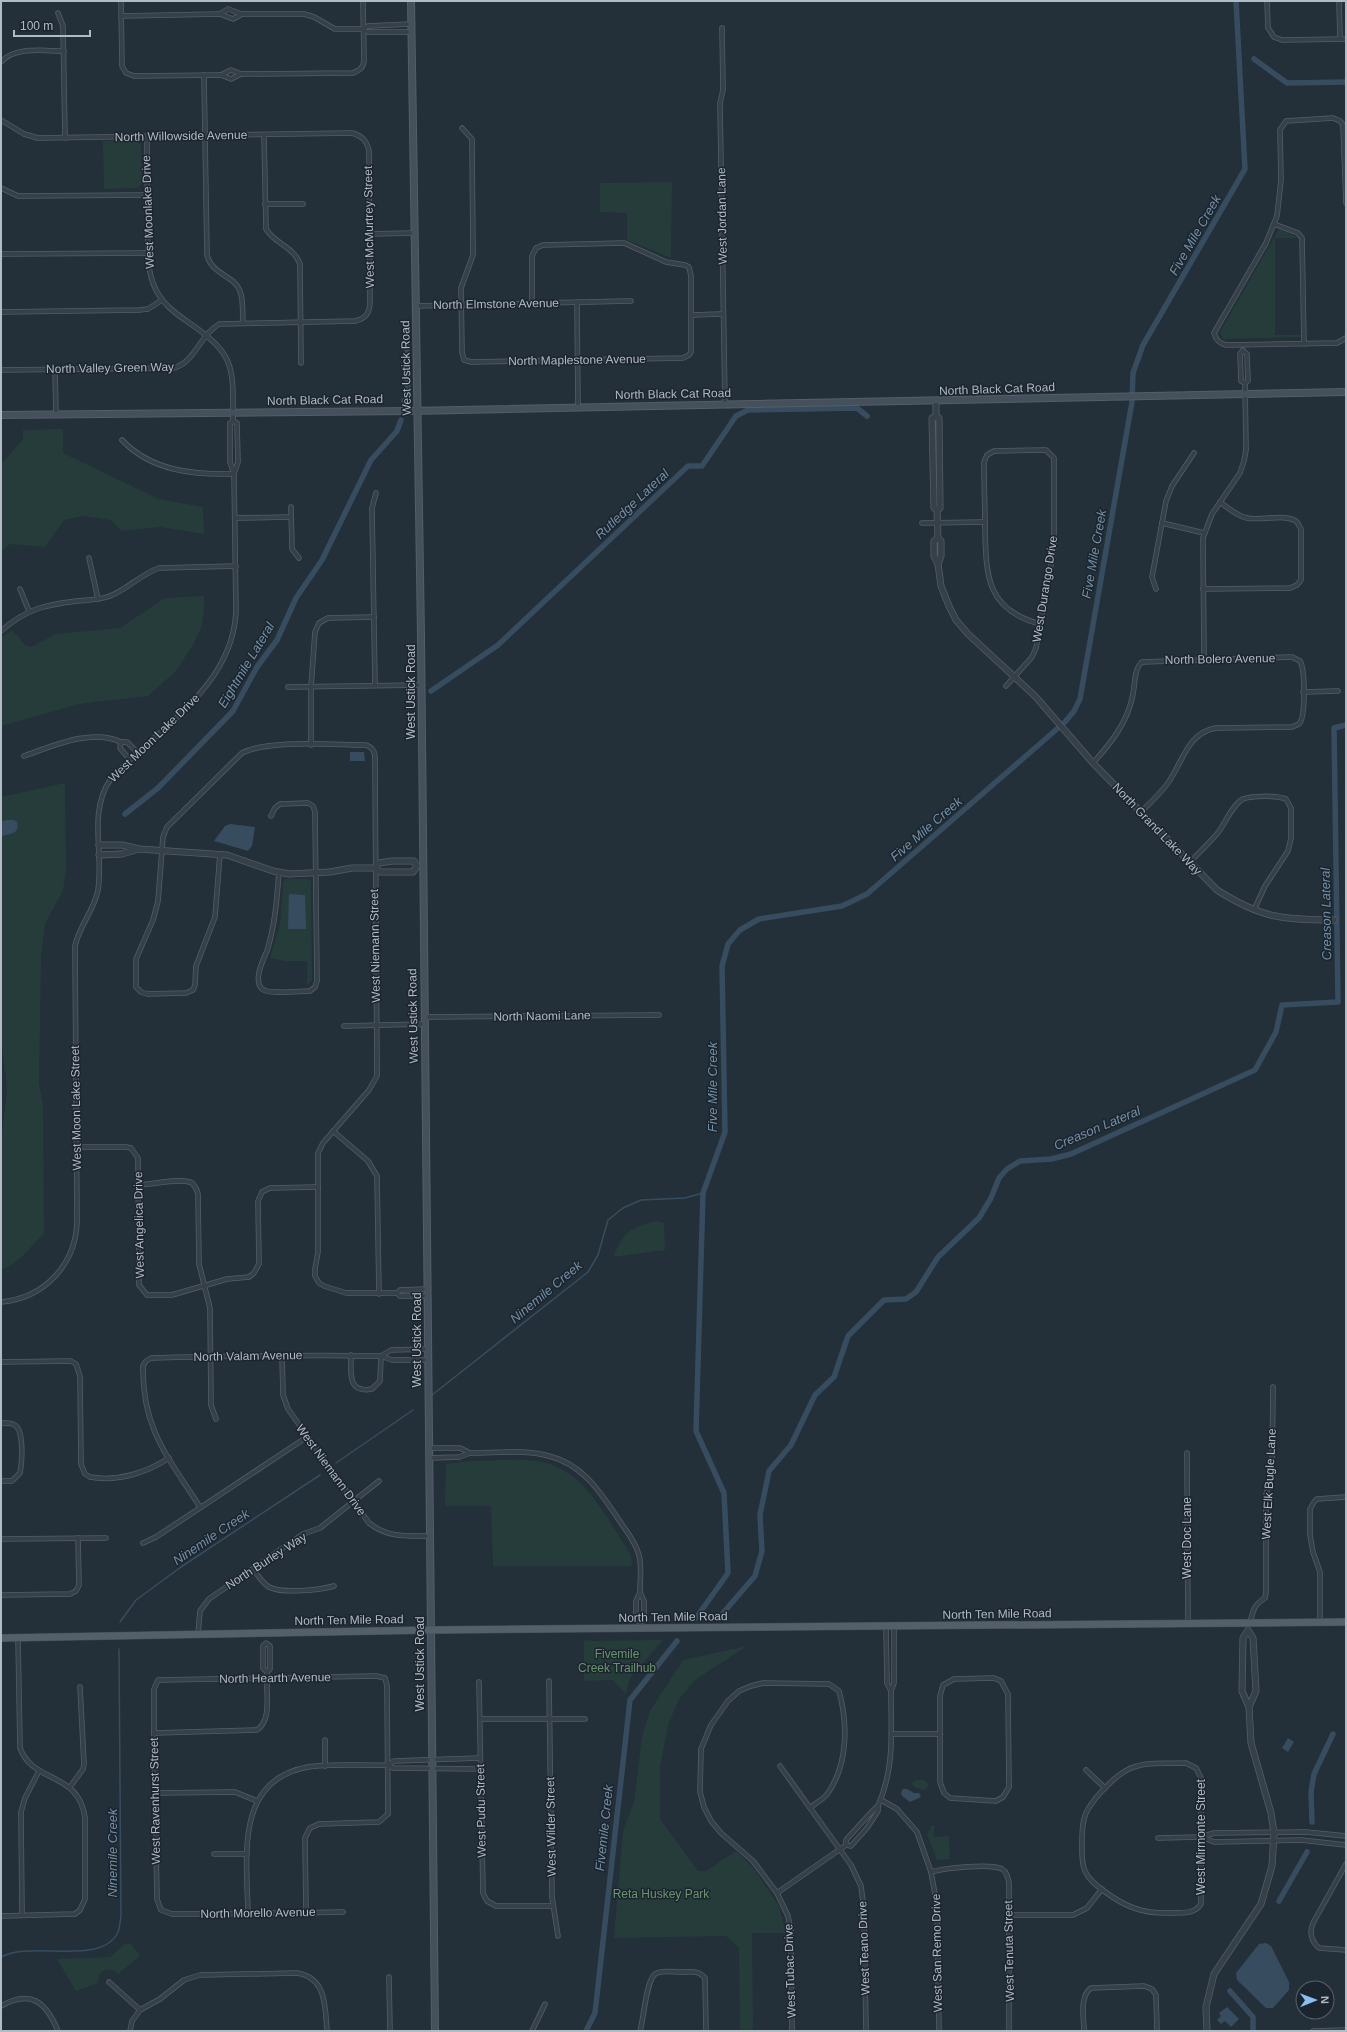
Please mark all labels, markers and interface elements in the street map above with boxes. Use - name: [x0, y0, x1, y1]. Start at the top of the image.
- scale bar: [14, 12, 90, 38]
- text: 100 m: [20, 19, 53, 33]
- street label: North Willowside Avenue: [115, 128, 248, 144]
- street label: West Moonlake Drive: [139, 155, 157, 269]
- street label: West McMurtrey Street: [361, 165, 377, 288]
- street label: West Jordan Lane: [714, 167, 730, 265]
- water label: Five Mile Creek: [1166, 191, 1225, 278]
- street label: North Elmstone Avenue: [433, 296, 559, 312]
- street label: West Ustick Road: [398, 320, 414, 416]
- street label: North Maplestone Avenue: [508, 352, 646, 368]
- street label: North Valley Green Way: [46, 360, 174, 376]
- street label: North Black Cat Road: [939, 380, 1055, 398]
- street label: North Black Cat Road: [615, 386, 731, 402]
- street label: North Black Cat Road: [267, 392, 383, 408]
- water label: Rutledge Lateral: [592, 465, 673, 542]
- water label: Five Mile Creek: [1079, 507, 1109, 600]
- street label: West Durango Drive: [1030, 534, 1060, 643]
- water label: Eightmile Lateral: [215, 619, 278, 710]
- street label: West Ustick Road: [404, 644, 418, 740]
- street label: North Bolero Avenue: [1165, 651, 1276, 667]
- street label: West Moon Lake Drive: [106, 691, 203, 785]
- street label: North Grand Lake Way: [1109, 780, 1205, 878]
- water label: Five Mile Creek: [887, 793, 966, 864]
- water label: Creason Lateral: [1318, 867, 1334, 960]
- street label: West Niemann Street: [367, 888, 383, 1003]
- street label: West Ustick Road: [405, 968, 421, 1064]
- street label: North Naomi Lane: [493, 1008, 591, 1024]
- water label: Five Mile Creek: [705, 1040, 720, 1132]
- street label: West Moon Lake Street: [68, 1045, 84, 1171]
- water label: Creason Lateral: [1051, 1103, 1144, 1153]
- street label: West Angelica Drive: [131, 1171, 147, 1279]
- water label: Ninemile Creek: [507, 1257, 586, 1326]
- street label: West Ustick Road: [410, 1292, 424, 1388]
- street label: North Valam Avenue: [193, 1348, 303, 1364]
- street label: West Niemann Drive: [293, 1421, 369, 1519]
- street label: West Elk Bugle Lane: [1259, 1428, 1279, 1540]
- street label: West Doc Lane: [1180, 1497, 1194, 1579]
- water label: Ninemile Creek: [170, 1505, 253, 1568]
- street label: North Burley Way: [223, 1530, 309, 1592]
- street label: North Ten Mile Road: [942, 1606, 1052, 1622]
- street label: North Ten Mile Road: [618, 1609, 728, 1625]
- street label: North Ten Mile Road: [294, 1612, 404, 1628]
- street label: West Ustick Road: [413, 1616, 427, 1712]
- park label: Fivemile Creek Trailhub: [578, 1647, 656, 1675]
- street label: North Hearth Avenue: [219, 1670, 331, 1686]
- street label: West Ravenhurst Street: [147, 1737, 163, 1865]
- street label: West Pudu Street: [473, 1763, 489, 1858]
- street label: West Wilder Street: [543, 1776, 559, 1877]
- street label: West Mirmonte Street: [1194, 1778, 1208, 1895]
- water label: Fivemile Creek: [592, 1783, 616, 1872]
- water label: Ninemile Creek: [105, 1807, 120, 1897]
- park label: Reta Huskey Park: [613, 1887, 710, 1901]
- street label: West San Remo Drive: [929, 1893, 945, 2012]
- street label: West Tenuta Street: [1001, 1899, 1017, 2002]
- street label: West Teano Drive: [855, 1900, 873, 1995]
- street label: North Morello Avenue: [200, 1905, 316, 1921]
- street label: West Tubac Drive: [781, 1923, 799, 2018]
- north arrow: [1295, 1980, 1335, 2020]
- text: N: [1319, 1996, 1331, 2004]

◆ ◆ ◆

• Assignment:
The word "Creason" may appear in lines of the entries. State how many lines hold it, as a number alone.

• Output for this task:
2